I think its really more this.


----------



## Ynot

toonaive said:


> I think its really more this.


Here come the old "which came first, the chicken or the egg?" argument. Did the divorce industry cater to women because they file over 70% of the time or do women file over 70% of the time because the divorce industry caters to them?

To me it goes back to my original statement. In today's society women are "empowered" to be independent, self sufficient, stand on their own, "I am woman, hear me roar!" . Women hear these messages and are motivated to do things for themselves. There are very few similar messages out there for men. Popular culture portrays men as weak, stupid and helpless. It is no wonder they majority of divorces are filed by women and the majority of those are filed by women in long term relationships.


----------



## Wolf1974

Ynot said:


> Here come the old "which came first, the chicken or the egg?" argument. Did the divorce industry cater to women because they file over 70% of the time or do women file over 70% of the time because the divorce industry caters to them?
> 
> To me it goes back to my original statement. In today's society women are "empowered" to be independent, self sufficient, stand on their own, "I am woman, hear me roar!" . Women hear these messages and are motivated to do things for themselves. There are very few similar messages out there for men. Popular culture portrays men as weak, stupid and helpless. It is no wonder they majority of divorces are filed by women and the majority of those are filed by women in long term relationships.

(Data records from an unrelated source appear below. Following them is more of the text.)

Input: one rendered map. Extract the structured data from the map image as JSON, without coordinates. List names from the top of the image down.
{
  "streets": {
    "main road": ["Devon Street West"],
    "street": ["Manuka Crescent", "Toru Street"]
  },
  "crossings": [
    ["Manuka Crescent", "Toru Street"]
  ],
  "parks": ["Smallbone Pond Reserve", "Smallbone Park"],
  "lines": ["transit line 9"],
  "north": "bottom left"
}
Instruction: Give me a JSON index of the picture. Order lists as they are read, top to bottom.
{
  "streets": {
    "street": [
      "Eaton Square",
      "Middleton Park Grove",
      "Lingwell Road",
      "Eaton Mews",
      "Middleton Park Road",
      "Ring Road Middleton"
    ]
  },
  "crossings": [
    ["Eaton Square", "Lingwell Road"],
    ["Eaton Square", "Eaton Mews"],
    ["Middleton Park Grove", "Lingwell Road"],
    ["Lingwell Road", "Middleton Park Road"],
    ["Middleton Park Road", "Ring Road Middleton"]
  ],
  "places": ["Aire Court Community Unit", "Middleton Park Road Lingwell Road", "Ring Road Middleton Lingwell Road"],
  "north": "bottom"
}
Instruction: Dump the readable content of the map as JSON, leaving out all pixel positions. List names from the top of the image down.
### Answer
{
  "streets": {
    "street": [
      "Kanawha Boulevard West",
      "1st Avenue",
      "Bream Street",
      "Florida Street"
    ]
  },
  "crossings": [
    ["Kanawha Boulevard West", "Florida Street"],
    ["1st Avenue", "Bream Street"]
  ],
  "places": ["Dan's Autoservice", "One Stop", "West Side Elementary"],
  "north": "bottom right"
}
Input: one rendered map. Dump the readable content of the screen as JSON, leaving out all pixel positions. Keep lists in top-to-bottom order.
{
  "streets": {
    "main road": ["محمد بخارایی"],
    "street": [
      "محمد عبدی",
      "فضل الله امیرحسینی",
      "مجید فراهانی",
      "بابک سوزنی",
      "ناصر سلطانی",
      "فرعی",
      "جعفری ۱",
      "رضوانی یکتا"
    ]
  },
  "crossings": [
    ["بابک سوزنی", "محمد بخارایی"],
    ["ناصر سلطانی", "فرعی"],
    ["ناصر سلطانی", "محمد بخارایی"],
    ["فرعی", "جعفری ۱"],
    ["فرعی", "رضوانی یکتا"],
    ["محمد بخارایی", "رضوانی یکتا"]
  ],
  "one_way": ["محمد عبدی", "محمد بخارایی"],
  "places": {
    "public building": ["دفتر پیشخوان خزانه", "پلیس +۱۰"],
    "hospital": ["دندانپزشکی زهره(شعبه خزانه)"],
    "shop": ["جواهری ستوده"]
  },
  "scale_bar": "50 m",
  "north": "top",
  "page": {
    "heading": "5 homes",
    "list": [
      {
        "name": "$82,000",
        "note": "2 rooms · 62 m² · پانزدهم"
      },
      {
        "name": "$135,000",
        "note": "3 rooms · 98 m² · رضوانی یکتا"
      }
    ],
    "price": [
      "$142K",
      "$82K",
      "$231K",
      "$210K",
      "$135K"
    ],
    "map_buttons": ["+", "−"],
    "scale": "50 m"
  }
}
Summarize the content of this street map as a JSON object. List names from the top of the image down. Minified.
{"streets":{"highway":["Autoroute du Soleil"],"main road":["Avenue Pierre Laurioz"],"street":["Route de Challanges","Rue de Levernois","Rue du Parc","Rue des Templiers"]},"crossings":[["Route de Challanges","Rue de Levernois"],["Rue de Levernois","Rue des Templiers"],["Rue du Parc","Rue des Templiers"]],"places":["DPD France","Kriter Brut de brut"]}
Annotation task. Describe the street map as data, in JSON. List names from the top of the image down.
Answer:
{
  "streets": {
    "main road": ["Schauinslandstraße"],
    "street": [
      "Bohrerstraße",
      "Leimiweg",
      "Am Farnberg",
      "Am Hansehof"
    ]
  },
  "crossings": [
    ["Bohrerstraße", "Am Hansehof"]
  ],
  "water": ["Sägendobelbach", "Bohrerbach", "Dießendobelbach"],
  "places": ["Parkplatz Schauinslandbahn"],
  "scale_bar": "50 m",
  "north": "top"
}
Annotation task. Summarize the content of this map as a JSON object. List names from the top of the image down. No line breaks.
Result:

I agree. While their are a ton of relationship improvement books out there the divorce process is a money making machine for governments and lawyers. I have said before that I think if marriage, as a whole, is ever going to survive in any form that it will need to be completely removed from government and become a strictly religious status. You will still need the courts to determine child custody though so you can never completely remove it I suppose.


----------



## tom67

Wolf1974 said:


> I agree. While their are a ton of relationship improvement books out there the divorce process is a money making machine for governments and lawyers. I have said before that I think if marriage, as a whole, is ever going to survive in any form that it will need to be completely removed from government and become a strictly religious status. You will still need the courts to determine child custody though so you can never completely remove it I suppose.


:iagree:
If you can stomach it watch this Home | Divorce Corp
a 51 billion dollar a year industry.
I had to turn it off when a guy in Pa got ZERO custody of his two little girls because he had a blog that the judge didn't like.:surprise:


----------



## Tulanian

arbitrator said:


> *And with extremely rare exception do the courts ever inject themselves into using "infidelity"  per se  into any divorce matter, more especially in the advent of "no-fault" divorce law trending!*
> _Posted via Mobile Device_


The exception being that it's not unusual for a state's laws to provide that in order to get alimony the spouse has to be legally free of fault. Someone who committed adultery wouldn't be, nor would an abuser or one who shut off all marital relations for a protracted period of time.



EleGirl said:


> The system here is not as unbalanced as some seem to want to make it sound.
> 
> For example we hear all the time about how men are bled dry with alimony. Well that's strange since alimony comes into play in only about 15% of divorces and in most cases it's for a women who has been a SAHM for 10 years or more... she gets rehabilitative alimony so she can get training and a job. IN some states it's almost impossible to get alimony. In others it's something like half the length of the marriage up to 10 years of marriage. After that things come into play... like is she 60 and has she been a SAHM for 35-40 years... the courts don't want her thrown out on the street with nothing as much as it seems some husbands do.
> 
> Once she is self supporting, the alimony either ends or is reduced according to income.
> 
> When it comes to child custody and time sharing, more and more 50/50 is the norm in the USA. People.. men and women are pushing for this. I think it's what's good for the children.
> 
> There is a victim mentality being pushed.. that's about it.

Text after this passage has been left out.